[Stored data]
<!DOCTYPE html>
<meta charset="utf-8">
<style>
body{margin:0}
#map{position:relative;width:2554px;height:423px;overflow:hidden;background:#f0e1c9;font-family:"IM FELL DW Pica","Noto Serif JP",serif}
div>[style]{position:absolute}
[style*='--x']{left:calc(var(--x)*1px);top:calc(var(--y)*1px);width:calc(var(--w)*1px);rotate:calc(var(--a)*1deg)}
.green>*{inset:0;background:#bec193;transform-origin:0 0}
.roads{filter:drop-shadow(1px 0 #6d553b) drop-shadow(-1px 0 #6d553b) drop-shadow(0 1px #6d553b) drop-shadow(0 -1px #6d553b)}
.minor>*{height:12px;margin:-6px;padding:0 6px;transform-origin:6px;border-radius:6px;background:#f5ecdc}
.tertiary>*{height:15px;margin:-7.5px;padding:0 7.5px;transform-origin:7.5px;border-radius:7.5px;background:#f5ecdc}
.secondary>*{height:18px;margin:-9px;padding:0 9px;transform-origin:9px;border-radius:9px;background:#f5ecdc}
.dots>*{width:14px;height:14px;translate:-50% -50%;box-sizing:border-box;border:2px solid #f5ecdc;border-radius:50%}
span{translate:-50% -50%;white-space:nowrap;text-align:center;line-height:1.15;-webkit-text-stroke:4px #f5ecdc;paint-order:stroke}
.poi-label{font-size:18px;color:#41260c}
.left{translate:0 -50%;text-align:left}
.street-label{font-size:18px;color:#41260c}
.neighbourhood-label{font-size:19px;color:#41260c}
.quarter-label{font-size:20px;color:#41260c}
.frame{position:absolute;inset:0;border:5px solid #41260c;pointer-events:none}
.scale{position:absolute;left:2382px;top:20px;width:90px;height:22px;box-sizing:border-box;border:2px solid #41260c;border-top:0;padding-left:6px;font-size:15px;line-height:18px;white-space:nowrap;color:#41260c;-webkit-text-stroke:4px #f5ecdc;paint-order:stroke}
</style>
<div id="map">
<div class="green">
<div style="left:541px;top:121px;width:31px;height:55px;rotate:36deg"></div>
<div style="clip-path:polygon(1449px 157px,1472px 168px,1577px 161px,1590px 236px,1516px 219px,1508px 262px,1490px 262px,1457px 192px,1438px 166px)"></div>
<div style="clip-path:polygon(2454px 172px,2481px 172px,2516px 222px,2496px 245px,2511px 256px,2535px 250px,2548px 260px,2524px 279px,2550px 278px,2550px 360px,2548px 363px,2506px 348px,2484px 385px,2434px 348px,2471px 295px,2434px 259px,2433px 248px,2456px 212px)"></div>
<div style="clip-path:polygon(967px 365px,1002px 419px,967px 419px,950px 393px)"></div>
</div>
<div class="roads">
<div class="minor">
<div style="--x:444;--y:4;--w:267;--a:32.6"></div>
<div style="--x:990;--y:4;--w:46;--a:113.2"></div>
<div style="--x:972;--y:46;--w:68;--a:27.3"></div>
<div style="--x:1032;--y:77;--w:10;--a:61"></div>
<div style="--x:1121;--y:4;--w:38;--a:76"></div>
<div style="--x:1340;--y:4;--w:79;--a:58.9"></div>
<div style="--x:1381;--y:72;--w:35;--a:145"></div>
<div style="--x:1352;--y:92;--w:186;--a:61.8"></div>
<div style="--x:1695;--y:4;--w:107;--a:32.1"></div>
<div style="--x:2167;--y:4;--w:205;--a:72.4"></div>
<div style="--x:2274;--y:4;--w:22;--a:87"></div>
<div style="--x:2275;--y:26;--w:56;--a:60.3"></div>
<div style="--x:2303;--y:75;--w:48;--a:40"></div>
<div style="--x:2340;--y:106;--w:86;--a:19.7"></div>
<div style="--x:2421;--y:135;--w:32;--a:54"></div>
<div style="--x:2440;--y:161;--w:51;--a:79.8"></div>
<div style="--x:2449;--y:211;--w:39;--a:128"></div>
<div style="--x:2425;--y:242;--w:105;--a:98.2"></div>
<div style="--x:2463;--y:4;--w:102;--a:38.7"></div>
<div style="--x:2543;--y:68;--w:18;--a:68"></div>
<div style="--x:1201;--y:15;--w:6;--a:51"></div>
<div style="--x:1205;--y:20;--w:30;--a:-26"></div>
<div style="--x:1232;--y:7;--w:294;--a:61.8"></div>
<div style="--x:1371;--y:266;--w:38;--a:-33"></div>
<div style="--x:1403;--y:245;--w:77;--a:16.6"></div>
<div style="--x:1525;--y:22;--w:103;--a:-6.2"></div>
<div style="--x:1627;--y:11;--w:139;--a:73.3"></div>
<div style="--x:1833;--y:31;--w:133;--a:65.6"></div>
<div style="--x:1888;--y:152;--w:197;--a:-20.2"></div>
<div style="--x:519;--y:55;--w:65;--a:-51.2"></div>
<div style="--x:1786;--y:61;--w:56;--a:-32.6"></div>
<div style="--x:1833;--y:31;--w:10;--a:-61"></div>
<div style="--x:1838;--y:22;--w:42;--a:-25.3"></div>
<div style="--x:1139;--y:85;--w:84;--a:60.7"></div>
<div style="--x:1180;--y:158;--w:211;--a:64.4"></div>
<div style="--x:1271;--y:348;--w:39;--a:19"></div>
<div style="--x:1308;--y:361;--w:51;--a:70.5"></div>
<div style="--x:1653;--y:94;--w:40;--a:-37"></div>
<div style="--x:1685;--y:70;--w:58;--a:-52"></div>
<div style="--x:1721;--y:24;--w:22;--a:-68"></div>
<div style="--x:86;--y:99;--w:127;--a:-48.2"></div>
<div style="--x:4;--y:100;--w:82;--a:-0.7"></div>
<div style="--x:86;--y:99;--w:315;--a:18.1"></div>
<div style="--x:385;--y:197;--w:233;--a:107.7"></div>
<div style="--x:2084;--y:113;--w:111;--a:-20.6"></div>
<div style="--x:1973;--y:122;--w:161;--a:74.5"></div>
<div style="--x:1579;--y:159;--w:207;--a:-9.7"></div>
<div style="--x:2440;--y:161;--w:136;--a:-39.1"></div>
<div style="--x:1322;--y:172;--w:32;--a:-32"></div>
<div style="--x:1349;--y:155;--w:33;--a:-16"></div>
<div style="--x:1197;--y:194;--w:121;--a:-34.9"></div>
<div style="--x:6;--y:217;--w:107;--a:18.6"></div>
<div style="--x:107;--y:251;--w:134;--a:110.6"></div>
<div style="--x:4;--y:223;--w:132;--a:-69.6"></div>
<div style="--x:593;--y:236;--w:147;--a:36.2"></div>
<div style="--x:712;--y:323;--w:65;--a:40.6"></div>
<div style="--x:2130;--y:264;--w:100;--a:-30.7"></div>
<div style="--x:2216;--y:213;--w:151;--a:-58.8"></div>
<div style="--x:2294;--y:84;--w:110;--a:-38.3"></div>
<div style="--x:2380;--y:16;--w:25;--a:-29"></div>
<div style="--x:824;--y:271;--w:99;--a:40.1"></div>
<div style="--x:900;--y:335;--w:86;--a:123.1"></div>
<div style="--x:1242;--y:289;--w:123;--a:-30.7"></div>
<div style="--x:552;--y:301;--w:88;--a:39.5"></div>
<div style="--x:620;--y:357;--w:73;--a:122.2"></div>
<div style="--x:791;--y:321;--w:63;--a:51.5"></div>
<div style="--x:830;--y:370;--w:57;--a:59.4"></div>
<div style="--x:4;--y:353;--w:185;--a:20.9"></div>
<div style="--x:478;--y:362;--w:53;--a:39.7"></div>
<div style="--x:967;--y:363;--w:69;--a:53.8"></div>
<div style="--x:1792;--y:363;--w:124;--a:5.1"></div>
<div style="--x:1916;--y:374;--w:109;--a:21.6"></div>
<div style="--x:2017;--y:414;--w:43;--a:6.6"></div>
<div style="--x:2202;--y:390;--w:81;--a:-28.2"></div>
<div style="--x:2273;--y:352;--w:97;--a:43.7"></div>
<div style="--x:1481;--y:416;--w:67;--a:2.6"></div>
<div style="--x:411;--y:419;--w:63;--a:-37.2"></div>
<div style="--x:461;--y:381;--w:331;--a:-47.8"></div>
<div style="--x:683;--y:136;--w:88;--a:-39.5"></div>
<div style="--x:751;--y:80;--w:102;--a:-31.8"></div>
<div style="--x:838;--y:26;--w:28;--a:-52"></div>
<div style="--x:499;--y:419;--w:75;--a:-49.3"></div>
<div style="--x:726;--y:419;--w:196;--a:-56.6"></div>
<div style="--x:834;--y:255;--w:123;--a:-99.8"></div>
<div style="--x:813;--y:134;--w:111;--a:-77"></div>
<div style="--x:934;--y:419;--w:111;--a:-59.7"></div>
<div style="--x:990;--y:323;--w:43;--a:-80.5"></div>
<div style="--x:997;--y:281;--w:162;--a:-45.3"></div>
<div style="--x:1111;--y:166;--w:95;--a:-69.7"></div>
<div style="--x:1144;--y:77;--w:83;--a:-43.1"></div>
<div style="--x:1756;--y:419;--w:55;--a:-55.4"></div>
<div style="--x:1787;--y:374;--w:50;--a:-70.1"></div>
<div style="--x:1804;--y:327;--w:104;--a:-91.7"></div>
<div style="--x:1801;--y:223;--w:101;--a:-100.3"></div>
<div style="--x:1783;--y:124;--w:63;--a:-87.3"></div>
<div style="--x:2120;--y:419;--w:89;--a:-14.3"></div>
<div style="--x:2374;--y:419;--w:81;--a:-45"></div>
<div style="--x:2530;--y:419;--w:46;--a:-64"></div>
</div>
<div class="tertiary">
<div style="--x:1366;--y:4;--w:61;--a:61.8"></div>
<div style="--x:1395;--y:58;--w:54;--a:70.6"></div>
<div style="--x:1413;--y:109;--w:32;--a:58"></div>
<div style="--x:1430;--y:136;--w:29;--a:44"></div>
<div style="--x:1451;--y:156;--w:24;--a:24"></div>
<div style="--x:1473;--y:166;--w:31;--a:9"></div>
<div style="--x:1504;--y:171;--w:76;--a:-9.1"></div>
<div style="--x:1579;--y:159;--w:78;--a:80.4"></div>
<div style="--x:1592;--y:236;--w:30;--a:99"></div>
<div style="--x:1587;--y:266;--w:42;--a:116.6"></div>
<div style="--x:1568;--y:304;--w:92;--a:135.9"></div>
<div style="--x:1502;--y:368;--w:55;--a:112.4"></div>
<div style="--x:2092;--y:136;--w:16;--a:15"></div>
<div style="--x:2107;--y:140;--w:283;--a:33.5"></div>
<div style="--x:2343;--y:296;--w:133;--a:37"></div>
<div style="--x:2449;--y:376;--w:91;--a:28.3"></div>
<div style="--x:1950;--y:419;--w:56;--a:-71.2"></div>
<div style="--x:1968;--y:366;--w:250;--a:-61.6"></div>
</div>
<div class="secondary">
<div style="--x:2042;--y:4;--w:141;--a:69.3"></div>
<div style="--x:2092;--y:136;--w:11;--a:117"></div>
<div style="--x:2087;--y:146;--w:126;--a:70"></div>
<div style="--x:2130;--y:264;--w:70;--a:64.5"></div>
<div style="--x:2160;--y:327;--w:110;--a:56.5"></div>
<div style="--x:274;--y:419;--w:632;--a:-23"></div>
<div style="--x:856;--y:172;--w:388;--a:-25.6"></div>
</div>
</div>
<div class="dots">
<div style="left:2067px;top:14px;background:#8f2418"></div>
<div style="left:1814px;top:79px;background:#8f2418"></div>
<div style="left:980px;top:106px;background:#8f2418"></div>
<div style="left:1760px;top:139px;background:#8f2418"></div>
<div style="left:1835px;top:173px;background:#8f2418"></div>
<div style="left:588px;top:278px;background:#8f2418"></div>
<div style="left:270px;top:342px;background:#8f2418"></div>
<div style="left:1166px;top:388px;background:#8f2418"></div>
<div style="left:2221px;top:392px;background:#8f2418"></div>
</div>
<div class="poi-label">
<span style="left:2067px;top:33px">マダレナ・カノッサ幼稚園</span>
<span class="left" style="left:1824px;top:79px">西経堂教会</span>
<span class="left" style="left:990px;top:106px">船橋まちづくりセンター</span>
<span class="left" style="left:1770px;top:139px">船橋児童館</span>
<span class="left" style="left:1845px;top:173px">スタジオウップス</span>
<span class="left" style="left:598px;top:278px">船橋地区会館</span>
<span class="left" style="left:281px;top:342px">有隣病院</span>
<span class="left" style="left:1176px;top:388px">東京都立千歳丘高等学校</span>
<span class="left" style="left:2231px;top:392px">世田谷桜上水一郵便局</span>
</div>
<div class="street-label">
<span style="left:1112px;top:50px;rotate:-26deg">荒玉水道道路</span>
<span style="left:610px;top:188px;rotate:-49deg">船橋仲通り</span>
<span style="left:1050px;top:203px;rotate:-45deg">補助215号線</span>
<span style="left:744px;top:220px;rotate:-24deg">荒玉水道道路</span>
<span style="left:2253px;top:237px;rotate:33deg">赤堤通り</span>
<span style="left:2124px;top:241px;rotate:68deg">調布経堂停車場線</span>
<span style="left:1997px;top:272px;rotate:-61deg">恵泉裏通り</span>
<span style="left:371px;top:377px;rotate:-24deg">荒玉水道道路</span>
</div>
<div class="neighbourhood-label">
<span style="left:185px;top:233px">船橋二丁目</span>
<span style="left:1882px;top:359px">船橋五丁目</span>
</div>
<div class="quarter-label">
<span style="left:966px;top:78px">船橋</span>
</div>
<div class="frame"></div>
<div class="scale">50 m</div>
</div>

» What the exercise asks
Copy every line above that holds the word "green".

» Task response
.green>*{inset:0;background:#bec193;transform-origin:0 0}
<div class="green">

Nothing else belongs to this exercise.